Customers will need a SQL Server 2000 license for each server on which they run the reporting software, so if they run it on the same server as their Microsoft database they won’t have to pay extra for it, Sorensen said. To run it on a separate server they’ll have to buy a separate SQL Server license for that box, he said. SQL Server licenses start at US$5,000 per processor.

Third-party vendors are also using the reporting services software to build add-on products for Microsoft’s database. For example, Cizer Software Corp. is building a product called Report Writer that will allow end users to design and generate reports from a Web browser using an XML (Extensible Markup Language) schema that Microsoft is introducing with its reporting software, according to a statement from Cizer.

Microsoft calls its schema the Report Definition Language and is trying to get partners in the reporting space, such as Crystal Decisions Inc., to support it as well, Sorensen said. Microsoft is in the process of deciding whether to submit the schema to a standards body, he said.

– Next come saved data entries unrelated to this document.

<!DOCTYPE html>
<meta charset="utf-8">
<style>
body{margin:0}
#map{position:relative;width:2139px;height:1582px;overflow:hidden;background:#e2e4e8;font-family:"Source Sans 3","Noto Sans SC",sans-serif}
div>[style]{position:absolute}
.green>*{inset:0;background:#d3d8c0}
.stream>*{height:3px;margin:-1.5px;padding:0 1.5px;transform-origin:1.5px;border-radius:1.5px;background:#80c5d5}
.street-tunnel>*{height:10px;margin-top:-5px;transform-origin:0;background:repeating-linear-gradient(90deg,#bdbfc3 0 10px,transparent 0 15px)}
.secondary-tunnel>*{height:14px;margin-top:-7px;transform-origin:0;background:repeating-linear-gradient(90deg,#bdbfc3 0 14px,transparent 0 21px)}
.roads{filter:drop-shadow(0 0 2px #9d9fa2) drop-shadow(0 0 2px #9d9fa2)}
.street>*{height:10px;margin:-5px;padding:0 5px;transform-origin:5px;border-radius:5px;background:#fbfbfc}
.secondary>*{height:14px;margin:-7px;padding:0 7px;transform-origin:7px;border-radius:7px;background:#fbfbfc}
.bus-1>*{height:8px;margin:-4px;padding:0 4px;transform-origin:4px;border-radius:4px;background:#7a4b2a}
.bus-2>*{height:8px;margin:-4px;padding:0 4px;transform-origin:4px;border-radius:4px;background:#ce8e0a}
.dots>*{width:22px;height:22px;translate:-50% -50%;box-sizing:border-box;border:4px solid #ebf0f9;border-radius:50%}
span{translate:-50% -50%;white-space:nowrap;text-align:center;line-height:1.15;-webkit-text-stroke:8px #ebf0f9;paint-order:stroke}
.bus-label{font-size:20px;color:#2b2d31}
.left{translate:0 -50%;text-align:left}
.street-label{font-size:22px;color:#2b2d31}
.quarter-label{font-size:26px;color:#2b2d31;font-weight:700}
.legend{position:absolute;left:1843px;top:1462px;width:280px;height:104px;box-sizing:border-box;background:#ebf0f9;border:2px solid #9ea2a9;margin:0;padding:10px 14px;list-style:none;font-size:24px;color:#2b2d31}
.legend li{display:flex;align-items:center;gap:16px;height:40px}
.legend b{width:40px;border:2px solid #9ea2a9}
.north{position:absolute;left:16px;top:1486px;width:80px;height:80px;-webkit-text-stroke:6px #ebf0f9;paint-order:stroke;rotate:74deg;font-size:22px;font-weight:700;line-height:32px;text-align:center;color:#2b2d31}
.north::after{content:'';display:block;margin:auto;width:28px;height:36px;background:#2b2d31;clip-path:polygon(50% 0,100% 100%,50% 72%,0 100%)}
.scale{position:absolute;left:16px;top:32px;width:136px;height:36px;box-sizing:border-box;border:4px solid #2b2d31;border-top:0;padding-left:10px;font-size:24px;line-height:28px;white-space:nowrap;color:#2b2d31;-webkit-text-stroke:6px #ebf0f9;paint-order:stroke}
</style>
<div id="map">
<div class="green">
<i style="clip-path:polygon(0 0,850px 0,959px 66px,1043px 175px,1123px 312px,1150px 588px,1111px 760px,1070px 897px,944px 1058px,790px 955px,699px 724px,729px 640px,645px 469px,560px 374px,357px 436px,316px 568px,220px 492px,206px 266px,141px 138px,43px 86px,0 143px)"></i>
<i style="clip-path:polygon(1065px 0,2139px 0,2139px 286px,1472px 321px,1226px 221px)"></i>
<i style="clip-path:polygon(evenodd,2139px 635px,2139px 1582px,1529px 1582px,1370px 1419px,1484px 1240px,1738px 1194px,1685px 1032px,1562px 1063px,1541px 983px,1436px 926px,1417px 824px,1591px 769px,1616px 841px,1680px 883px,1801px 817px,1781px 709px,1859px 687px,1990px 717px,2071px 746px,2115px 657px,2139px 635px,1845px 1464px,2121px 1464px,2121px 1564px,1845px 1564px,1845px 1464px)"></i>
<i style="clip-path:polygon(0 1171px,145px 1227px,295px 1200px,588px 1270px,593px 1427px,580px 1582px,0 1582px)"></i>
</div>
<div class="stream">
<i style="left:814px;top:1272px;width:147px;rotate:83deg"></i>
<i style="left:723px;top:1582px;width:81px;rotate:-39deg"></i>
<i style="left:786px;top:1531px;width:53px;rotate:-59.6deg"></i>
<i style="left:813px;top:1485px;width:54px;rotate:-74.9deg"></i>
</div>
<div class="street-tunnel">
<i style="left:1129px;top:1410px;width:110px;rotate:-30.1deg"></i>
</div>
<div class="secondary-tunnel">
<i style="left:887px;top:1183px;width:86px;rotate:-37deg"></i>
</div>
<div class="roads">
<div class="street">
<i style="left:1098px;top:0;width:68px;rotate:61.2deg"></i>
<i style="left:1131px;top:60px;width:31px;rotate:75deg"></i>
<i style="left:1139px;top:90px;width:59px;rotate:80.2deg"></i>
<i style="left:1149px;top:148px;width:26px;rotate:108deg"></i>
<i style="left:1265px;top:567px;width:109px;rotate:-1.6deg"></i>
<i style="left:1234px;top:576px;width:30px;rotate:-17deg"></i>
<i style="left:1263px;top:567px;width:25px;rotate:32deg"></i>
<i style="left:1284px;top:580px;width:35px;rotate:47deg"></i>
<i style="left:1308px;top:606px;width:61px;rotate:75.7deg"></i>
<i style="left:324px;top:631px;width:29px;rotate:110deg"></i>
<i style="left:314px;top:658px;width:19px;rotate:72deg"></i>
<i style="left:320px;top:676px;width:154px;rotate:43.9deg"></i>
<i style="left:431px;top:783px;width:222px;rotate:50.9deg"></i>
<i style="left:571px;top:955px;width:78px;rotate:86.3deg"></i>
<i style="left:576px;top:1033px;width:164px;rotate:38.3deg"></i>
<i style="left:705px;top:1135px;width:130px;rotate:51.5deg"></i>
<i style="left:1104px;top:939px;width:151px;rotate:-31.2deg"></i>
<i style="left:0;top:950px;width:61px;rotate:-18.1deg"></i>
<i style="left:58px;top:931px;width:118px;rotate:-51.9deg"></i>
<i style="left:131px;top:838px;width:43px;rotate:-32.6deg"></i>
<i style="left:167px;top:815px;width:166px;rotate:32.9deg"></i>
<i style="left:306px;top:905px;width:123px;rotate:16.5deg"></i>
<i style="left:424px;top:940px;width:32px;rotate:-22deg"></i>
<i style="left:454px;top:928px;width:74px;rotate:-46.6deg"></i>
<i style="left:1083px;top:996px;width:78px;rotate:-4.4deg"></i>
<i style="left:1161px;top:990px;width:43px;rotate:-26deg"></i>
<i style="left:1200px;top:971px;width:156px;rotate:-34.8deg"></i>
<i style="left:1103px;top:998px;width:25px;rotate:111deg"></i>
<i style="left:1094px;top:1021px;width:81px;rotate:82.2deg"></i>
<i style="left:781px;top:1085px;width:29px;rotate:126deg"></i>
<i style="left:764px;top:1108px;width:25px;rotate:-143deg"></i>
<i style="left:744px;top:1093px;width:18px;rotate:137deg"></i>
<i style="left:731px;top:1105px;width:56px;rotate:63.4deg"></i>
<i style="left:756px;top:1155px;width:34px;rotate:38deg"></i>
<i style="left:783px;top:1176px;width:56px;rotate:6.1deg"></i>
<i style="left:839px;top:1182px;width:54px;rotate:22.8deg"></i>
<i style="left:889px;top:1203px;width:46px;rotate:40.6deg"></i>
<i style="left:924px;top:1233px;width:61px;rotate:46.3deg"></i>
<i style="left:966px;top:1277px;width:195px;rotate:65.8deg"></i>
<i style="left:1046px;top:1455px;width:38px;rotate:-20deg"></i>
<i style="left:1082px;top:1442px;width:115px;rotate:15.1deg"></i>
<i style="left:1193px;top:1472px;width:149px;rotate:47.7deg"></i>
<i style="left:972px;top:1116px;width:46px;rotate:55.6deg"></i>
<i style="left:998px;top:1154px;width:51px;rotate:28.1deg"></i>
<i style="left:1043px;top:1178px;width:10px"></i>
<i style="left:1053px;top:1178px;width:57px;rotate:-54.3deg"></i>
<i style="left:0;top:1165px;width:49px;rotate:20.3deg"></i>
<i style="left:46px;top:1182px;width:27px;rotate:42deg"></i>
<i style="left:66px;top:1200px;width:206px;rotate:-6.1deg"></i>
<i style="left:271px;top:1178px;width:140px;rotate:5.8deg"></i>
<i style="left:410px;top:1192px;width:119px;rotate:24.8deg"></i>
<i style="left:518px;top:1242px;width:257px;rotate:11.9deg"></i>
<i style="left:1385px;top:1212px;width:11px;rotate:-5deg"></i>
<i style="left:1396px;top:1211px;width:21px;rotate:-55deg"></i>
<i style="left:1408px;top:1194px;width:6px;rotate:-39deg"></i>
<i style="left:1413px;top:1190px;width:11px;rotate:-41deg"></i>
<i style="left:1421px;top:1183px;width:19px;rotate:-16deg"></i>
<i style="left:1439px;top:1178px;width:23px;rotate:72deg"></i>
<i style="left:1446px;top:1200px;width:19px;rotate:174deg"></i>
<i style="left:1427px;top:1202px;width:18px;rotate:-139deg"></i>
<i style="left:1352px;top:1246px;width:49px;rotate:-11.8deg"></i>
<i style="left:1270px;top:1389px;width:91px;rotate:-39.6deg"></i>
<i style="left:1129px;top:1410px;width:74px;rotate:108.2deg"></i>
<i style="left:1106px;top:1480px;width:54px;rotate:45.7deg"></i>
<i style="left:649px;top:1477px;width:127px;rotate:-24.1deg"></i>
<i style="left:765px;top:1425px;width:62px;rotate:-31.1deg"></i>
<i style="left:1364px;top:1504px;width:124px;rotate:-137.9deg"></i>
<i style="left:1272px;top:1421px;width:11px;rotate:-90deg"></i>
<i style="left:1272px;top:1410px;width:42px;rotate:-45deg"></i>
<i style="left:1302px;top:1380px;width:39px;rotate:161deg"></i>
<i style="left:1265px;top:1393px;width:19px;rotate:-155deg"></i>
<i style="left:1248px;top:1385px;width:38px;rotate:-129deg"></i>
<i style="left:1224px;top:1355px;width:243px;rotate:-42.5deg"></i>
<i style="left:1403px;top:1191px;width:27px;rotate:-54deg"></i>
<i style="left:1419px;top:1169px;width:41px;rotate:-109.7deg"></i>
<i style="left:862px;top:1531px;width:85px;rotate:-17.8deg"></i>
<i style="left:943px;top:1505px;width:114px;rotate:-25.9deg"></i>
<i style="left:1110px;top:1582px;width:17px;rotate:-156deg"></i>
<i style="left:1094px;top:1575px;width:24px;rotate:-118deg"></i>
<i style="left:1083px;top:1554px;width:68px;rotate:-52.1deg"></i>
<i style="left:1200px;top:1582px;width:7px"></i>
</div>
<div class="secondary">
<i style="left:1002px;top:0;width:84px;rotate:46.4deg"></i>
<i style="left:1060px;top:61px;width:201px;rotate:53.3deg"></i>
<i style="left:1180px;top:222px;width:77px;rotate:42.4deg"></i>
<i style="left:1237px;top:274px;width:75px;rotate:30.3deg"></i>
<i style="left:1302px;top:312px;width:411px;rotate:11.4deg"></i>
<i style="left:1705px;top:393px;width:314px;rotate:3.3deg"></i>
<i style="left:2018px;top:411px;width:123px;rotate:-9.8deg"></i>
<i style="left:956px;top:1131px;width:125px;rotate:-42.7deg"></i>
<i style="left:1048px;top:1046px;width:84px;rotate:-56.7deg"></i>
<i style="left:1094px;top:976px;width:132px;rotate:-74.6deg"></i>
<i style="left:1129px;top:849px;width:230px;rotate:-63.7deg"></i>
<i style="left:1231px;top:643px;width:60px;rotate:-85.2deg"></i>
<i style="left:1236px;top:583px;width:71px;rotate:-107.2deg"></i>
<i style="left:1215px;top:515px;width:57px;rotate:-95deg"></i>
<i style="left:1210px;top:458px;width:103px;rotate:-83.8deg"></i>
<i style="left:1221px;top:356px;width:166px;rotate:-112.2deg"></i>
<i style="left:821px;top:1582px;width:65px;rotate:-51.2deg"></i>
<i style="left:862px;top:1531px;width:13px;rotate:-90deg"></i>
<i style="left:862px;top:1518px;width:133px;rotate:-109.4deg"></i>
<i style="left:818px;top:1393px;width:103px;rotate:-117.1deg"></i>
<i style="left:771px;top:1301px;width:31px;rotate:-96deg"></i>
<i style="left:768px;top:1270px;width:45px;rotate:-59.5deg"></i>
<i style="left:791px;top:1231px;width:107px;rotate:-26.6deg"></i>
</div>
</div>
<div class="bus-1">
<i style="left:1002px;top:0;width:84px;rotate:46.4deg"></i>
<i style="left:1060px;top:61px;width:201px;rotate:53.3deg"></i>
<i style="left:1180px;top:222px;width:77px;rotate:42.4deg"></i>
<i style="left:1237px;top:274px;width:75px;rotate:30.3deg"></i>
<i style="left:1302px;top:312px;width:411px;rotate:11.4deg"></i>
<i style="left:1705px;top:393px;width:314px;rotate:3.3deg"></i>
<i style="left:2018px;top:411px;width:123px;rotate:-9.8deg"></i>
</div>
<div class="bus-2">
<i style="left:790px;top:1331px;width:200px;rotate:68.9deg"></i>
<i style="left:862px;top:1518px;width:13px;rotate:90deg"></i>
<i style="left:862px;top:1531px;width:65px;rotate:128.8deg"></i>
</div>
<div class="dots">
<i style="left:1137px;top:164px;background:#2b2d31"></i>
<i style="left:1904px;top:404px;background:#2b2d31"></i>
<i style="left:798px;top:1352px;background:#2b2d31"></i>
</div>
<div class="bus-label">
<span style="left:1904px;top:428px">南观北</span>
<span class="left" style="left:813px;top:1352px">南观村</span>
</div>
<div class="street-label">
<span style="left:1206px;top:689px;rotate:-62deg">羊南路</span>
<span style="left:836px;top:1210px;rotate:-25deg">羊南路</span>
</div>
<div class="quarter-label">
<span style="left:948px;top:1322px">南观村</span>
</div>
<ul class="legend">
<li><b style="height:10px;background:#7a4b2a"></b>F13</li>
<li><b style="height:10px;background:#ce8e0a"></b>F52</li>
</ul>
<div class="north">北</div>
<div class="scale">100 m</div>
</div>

Microsoft also hopes to license its reporting software to vendors who want to use it in their own products. MaxQ Technologies Inc., of Norwalk, Conn., plans to embed it in a suite of business intelligence tools it sells, Sorensen said.

The next major upgrade to SQL Server, codenamed Yukon and due out in the second half of next year, will have more advanced reporting services built in, Sorensen said. Yukon is currently in a closed beta; Microsoft expects to offer a second, public beta in the first half of 2004, Sorensen said.

Microsoft hadn’t planned originally to offer the reporting capabilities with SQL Server 2000, but since customers were keen to get their hands on it Microsoft decided to offer it as a SQL Server 2000 add-on, he said.